The results of this study showed that specific N uptake rates of MPB were positively related to porewater TN concentrations, which was consistent with the view that MPB was mainly supported by nutrients in porewater (Brito et al. 2010). Labile fractions of dissolved organic N (e.g., urea and dissolved free amino acids) could be important sources of N for MPB (Tuchman et al. 2006). It has been shown that algae uptake could account for ~55 to 90% of dissolved organic N uptake by MPB and inorganic N (i.e., ammonia) is a more preferred N source than organic N (Sundbäck et al. 2011). MPB largely incorporates dissolved inorganic N at the sediment surface when ammonium concentrations are the highest (Longphuirt et al. 2009). Further, δ13C values of MPB were negatively related to sediment C/N. Algae uptake of dissolved organic N may be dominant in the photic zone of the sediments (Veuger and Middelburg 2007).
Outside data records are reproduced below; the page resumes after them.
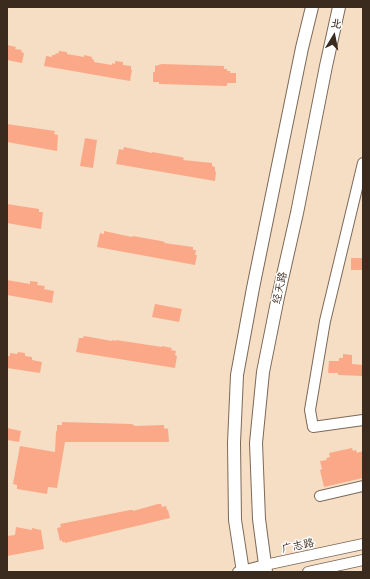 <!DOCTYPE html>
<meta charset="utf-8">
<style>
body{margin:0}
#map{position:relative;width:370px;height:579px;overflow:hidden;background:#f5dec4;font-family:"Comic Neue","LXGW WenKai TC",sans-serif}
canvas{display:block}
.frame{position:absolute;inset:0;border:8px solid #3b2a1e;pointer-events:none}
.north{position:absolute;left:314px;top:16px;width:40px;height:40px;-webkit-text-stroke:3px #fff;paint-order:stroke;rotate:10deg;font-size:11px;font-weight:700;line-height:16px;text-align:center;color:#3b2a1e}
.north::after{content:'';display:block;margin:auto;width:14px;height:18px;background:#3b2a1e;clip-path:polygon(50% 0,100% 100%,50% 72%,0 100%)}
</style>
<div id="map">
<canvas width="370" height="579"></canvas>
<div class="frame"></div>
<div class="north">北</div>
</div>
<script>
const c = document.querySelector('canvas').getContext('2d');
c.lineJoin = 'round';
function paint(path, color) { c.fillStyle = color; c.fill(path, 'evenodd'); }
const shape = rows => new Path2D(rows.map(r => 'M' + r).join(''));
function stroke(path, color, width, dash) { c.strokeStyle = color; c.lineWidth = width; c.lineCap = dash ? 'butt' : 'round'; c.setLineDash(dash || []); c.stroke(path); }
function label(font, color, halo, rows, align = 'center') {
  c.font = font + ' "Comic Neue","LXGW WenKai TC",sans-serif'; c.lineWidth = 3; c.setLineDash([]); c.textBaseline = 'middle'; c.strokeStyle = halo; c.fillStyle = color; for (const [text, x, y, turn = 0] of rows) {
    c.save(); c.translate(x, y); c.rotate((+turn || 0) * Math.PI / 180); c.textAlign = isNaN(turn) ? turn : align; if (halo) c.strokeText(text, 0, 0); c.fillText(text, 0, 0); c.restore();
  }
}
paint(shape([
 [7,45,16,47,15,49,22,50,21,52,24,53,22,63,7,60],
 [59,51,67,52,67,54,84,57,84,55,92,57,92,59,94,60,94,62,112,65,112,63,115,64,115,61,123,62,123,65,131,66,131,70,132,70,130,81,44,66,46,56,52,57,52,55,55,55,56,53,58,54],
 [162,64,224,66,224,69,227,69,227,71,230,71,230,73,236,73,236,83,227,83,227,86,159,84,159,82,153,82,153,72,155,72,155,66],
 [7,124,55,131,54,134,58,135,57,151,7,142],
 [85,138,97,140,93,168,80,166],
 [124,147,152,153,152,152,181,157,184,158,183,160,212,163,212,166,215,167,215,171,216,172,215,181,116,164,119,149,123,150],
 [7,204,39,209,39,212,43,212,41,229,7,223],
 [104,231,132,237,133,236,161,241,165,242,164,243,193,247,193,250,196,250,195,255,197,255,195,265,97,247,100,233,104,234],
 [351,258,363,258,363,270,351,270],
 [7,280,30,284,30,281,38,282,37,285,45,286,44,289,54,291,52,303,7,295],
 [155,304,182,309,179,322,152,317],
 [84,336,112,341,112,340,116,341,116,340,162,347,162,346,172,348,171,350,176,351,175,355,177,356,175,368,76,352,79,338,83,338],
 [18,352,25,353,25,356,32,357,32,360,42,362,40,373,7,368,7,356,10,356,10,353,17,354],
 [343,354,352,355,352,364,363,365,363,376,338,375,338,373,328,373,329,361,339,361,339,358,343,358],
 [62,422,132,424,135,426,164,425,164,428,168,429,169,442,65,442,57,488,48,487,47,494,17,489,17,485,13,484,20,446,55,452,56,431,57,431,57,425,62,425],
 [7,428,21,431,19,442,7,440],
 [352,448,353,451,356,450,357,453,363,451,363,478,324,487,320,470,322,469,320,461,327,460,326,458,330,457,329,453],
 [158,504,161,504,162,507,166,506,167,510,168,510,170,518,65,543,65,542,62,542,62,540,60,541,57,528,61,527,60,524,130,510,133,510,133,511],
 [16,527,32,530,32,528,41,530,44,549,7,556,7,536,15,535]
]), '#fba889');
const minor = shape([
 [363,163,325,321,310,410,313,427,363,420],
 [320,496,363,486],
 [238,572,265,565,363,544],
 [308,572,363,560]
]);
const major = shape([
 [243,572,235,520,234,443,237,375,253,288,302,48,312,7],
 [266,572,259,519,256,443,263,372,278,297,297,213,326,66,339,7]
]);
stroke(minor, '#7c6958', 12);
stroke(major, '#7c6958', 14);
stroke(minor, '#fff', 10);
stroke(major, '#fff', 12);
label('11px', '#3b2a1e', '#fff', [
 ["经天路",280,288,-78],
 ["广志路",298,546,-12]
]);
</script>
Greater assimilation of sediment N resulted in lower sediment N content and higher C/N. Greater assimilation of sediment N was also concomitant with the assimilation of sediment C, which had much lower δ13C values, confirming the findings of Bouillon et al. (2008b).
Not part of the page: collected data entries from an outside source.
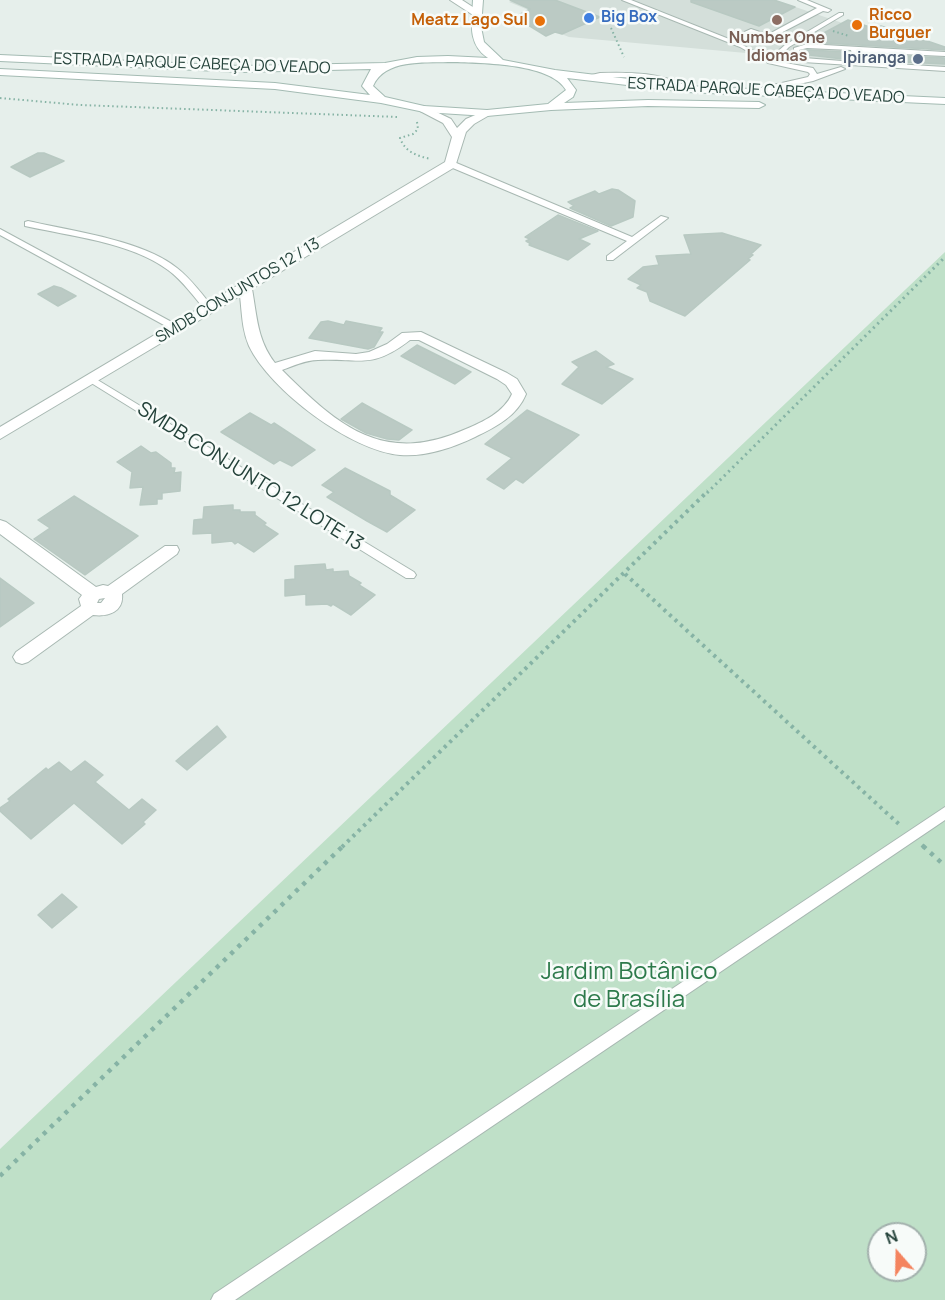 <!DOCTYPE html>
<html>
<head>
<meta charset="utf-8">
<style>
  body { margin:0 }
  #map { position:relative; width:945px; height:1300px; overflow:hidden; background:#e6efeb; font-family:Manrope,sans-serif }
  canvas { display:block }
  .north { position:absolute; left:867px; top:1222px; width:60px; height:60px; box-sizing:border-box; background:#f7fbf9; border:2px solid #a3b1ad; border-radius:50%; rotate:340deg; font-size:16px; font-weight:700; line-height:24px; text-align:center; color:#24423a }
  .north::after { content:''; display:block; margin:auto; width:21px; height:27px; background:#f4845f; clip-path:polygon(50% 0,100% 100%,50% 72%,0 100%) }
</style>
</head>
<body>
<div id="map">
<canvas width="945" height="1300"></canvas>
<div class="north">N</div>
</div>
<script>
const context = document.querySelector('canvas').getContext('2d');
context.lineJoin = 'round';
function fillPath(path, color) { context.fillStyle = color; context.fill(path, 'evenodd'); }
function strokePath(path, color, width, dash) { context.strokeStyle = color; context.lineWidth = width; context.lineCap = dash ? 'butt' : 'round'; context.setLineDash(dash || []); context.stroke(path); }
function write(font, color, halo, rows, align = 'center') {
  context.font = font + ' Manrope,sans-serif'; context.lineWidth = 5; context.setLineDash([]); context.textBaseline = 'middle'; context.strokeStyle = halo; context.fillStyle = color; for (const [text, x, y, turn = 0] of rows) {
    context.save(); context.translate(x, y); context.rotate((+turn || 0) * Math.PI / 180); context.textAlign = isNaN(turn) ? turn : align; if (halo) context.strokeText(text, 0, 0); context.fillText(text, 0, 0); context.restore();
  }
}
const built = new Path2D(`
  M513,0H775L945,58V71L569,37L518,17L531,11L509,2Z`);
const green = new Path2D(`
  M945,252V1300H0V1149ZM879,1234H915V1270H879Z`);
const building = new Path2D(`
  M510,0H555L600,17L562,34L555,32L546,36L515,17L530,9Z
  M691,0H774L795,7L759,26L691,2Z
  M848,20L876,29L881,26L901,32L945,47V50L807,42Z
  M807,50L849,52L851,60L801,54V52Z
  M861,54L945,58V64L863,60Z
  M38,153H44L64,161L30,177L11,167Z
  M612,189L618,190L635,201L633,217L611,226L570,208L574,206L568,202L595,191L599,194Z
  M558,215L598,231L579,239L590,244L568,260L529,245L531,244L526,241L530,239L525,237Z
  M722,233L761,245L751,254L753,255L748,259L750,260L685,316L650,301L647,292L637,288L641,285L628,279L643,267L659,265L656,256L691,254L684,235Z
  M54,286L61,288L76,296L58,306L38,294Z
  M328,321L344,325L346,321L382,328L379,332H383L374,347L368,349L309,338L321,322Z
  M417,345L471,372L455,384L401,356Z
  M596,351L614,364L606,367L633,379L602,404L562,384L579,367L572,362Z
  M362,403L371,408L412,430L399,440L387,439L366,433L341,419Z
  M527,410L579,435L523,483L516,479L504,489L487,479L512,458L485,444Z
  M250,413L271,425L274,423L315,450L292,466L280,460L274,464L221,432Z
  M141,446L151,453L156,452L171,463V468H175L174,473L181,472L180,491L162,493V499H157V504L140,505L143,487L130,488L132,472L117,462Z
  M345,468L390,491V495L415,510L387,532L367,521L327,497L334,492L322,485Z
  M74,496L138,536L85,575L34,539L50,528L38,520Z
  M233,505V510H240V512H255V515L266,523L264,525L278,534L254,552L238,542L235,544L232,541L212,543V533L193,534L194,520L203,519L204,507Z
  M325,564L326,570L333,569V572L348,571L349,576L361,583L359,585L375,595L351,615L333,604L331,606L327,604L306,605V594L285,596V580L295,579V566Z
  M0,578L34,603L0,627Z
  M217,726L226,737L187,770L176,761Z
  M85,761L103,775L95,782L129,810L142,799L156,810L143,822L145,824L122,844L74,803L31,839L0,811V808L10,801L8,799L46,768L48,770L59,762L71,772Z
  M62,894L77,907L52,928L38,915Z`);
const pathFar3 = new Path2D(`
  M611,28L624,57
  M833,31L849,36
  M0,98L80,105L398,117
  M417,122L418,129L413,134L400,138C405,152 417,156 431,159`);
const pathFar2 = new Path2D(`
  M707,493L945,257`);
const pathFar1 = new Path2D(`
  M625,574L901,826
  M922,845L924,847
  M342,847L708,491`);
const path = new Path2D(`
  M923,846L945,866
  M0,1176L343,846`);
const lane = new Path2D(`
  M622,0H631L729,39L751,29L766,34L771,33L817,8L798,0H807L831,10L828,12L823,11L775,36L766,38L751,33L735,41L769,59L785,45L839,13H843V15L789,47L775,61L813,68L817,74L841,67L845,69L813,81L751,94V90L808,77L810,74L808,72L768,63L740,47Z
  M807,44L945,52V56L858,52L861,62L945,67V71L803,62L794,58V48ZM807,48L851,50L854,62L804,58L799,56V50Z
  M600,73C628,72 666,72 691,89L687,91C650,79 627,74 587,79L583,77Z
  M448,162H454L632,237L661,216L668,218L613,260H607V256L627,241L448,166Z
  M28,221C72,231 142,240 177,268C191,279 203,295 214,309L212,311H206C194,297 183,281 168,270C131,242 69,236 25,226V222Z
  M0,229L179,326L181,328L179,330H173L0,235Z
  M91,376L414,572L416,575L414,578H406L88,381V377Z
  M945,807V820L235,1300H211L214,1294Z`);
const street = new Path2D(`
  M450,0H462L482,13L473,15Z
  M424,106L451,119L457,128L466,119L487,110L493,113L474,124L466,132L455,167L252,289C257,316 257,340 275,363L315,351L356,354L369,352L387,344L402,333L421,332L507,373L517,379L526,394C517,416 496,427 475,437C452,448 426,457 400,455C351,451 270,390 249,346C242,330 242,313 240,296L0,439V427L445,162L452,137L443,123L420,111V107ZM410,340H419L497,379L506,385L512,394C504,412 483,422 466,429C384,466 339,427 282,370C293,366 306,360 318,360C361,358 371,370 410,340Z
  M0,520L6,522L96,587L103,585L108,586L165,546H177L179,550L177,554L122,594C124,612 108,617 93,615L28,662L22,664L16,662L13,657L16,652L81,606L79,599L82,595L0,534ZM105,598L101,603H97L99,599Z`);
const secondary = new Path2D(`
  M473,0H483L481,27L484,42L503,60L555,70L687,86L945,98V104L687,92L567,78L576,90L573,97L564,103L648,100L759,102L765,105L759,108L648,106L551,110L487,116L424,112L381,103L275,89L0,75V69L275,83L370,95L362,86L371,69L241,72L0,61V55L241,66L385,63L417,57L448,56L488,58C467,44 472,22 473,0ZM448,62C477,63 550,62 566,90L548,104L487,110L424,106L385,97L373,86C385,59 423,63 448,62Z`);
const markers = [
  [589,18,6,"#3f7fe0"],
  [777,20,6,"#8d6e63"],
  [540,21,6,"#e8710a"],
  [857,25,6,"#e8710a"],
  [918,59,6,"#5c6f8a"]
];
const farFoodnames = [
  ["Ricco",869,16],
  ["Burguer",869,34],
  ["Meatz Lago Sul",528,21,"right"]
];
const farShopnames = [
  ["Big Box",601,18]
];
const farEducationnames = [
  ["Number One",777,39],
  ["Idiomas",777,57]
];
const farServicenames = [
  ["Ipiranga",906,59]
];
const farStreetnames = [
  ["ESTRADA PARQUE CABEÇA DO VEADO",192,64,2],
  ["ESTRADA PARQUE CABEÇA DO VEADO",766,91,3],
  ["SMDB CONJUNTOS 12 / 13",238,291,-31]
];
const streetNames = [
  ["SMDB CONJUNTO 12 LOTE 13",250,477,32]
];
const nearParknames = [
  ["Jardim Botânico",629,972],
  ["de Brasília",629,1000]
];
fillPath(built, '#d4dfda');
fillPath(green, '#bfe0c8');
fillPath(building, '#bbcac4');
strokePath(building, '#b8c9c2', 1.5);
strokePath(lane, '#a8b8b2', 2);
strokePath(street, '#a8b8b2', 2);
strokePath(secondary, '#a4bbb3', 2);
strokePath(pathFar3, '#86b3a5', 2, [1.5, 3]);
strokePath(pathFar2, '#86b3a5', 3, [2, 4]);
strokePath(pathFar1, '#86b3a5', 4, [3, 4.5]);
strokePath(path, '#86b3a5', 4.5, [4, 6]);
fillPath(lane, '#fff');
fillPath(street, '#fff');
fillPath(secondary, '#fff');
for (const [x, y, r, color] of markers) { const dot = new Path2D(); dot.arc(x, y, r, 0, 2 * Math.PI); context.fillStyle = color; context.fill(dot); strokePath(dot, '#f7fbf9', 2); }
write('bold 16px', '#c56008', '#f7fbf9', farFoodnames, 'left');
write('bold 16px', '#366cbe', '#f7fbf9', farShopnames, 'left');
write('bold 16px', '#785e54', '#f7fbf9', farEducationnames);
write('bold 16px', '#4e5e75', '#f7fbf9', farServicenames, 'right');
write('16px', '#24423a', '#f7fbf9', farStreetnames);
write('20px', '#24423a', '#f7fbf9', streetNames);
write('24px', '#2d7a4b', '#f7fbf9', nearParknames);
</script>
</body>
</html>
We found that component 13C and/or 15N of MPB decreased in the sequence of leaves, roots, sediments, porewater DIC and MPB in the enriched mesocosms. Leaves were directly enriched by 13C and 15N, which were transferred to roots, exuded in porewater, and subsequently assimilated by MPB. During this process, porewater served as a media for the tight coupling between MPB and mangrove-derived nutrients. Our findings suggested that MPB in mangroves could obtain mangrove-derived nutrients via the leaf-root-porewater-MPB continuum, challenging the existing paradigms that MPB would only obtain nutrients from porewater alone (Brito et al. 2010; Sundbäck et al. 2011). Our results finds the C and N acquisition pathway of MPB which is also applicable to real field conditions. However, the in situ conditions are much complicated with changing environmental parameters. In situ specific C and N uptake rates of MPB may be different from mesocosm experiments, and remain to be tested in future field experiments.

This study presents novel perspectives on the abundant and rich assemblage of MPB inside the mangrove forest, as well as how these assemblages are highly dynamic in terms of adaptation to environmental conditions, while distinct from tidal flat MPB in terms of generic make-up and photosynthetic performance. Mangrove MPB’s high abundance and ability to maintain high productivity under low irradiance levels allude to their potential as a significant contributor to mangrove trophodynamics. Furthermore, this study finds a new pathway of the leaf-root-porewater-MPB continuum by which MPB can obtain C and N. Therefore, mangrove MPB serve as a driver of biogeochemical cycling of C and N which has been ignored in the past global conceptual models sha** C and N cycling in mangroves. We highlight that MPB should be included in the nutrient cycling process of mangroves.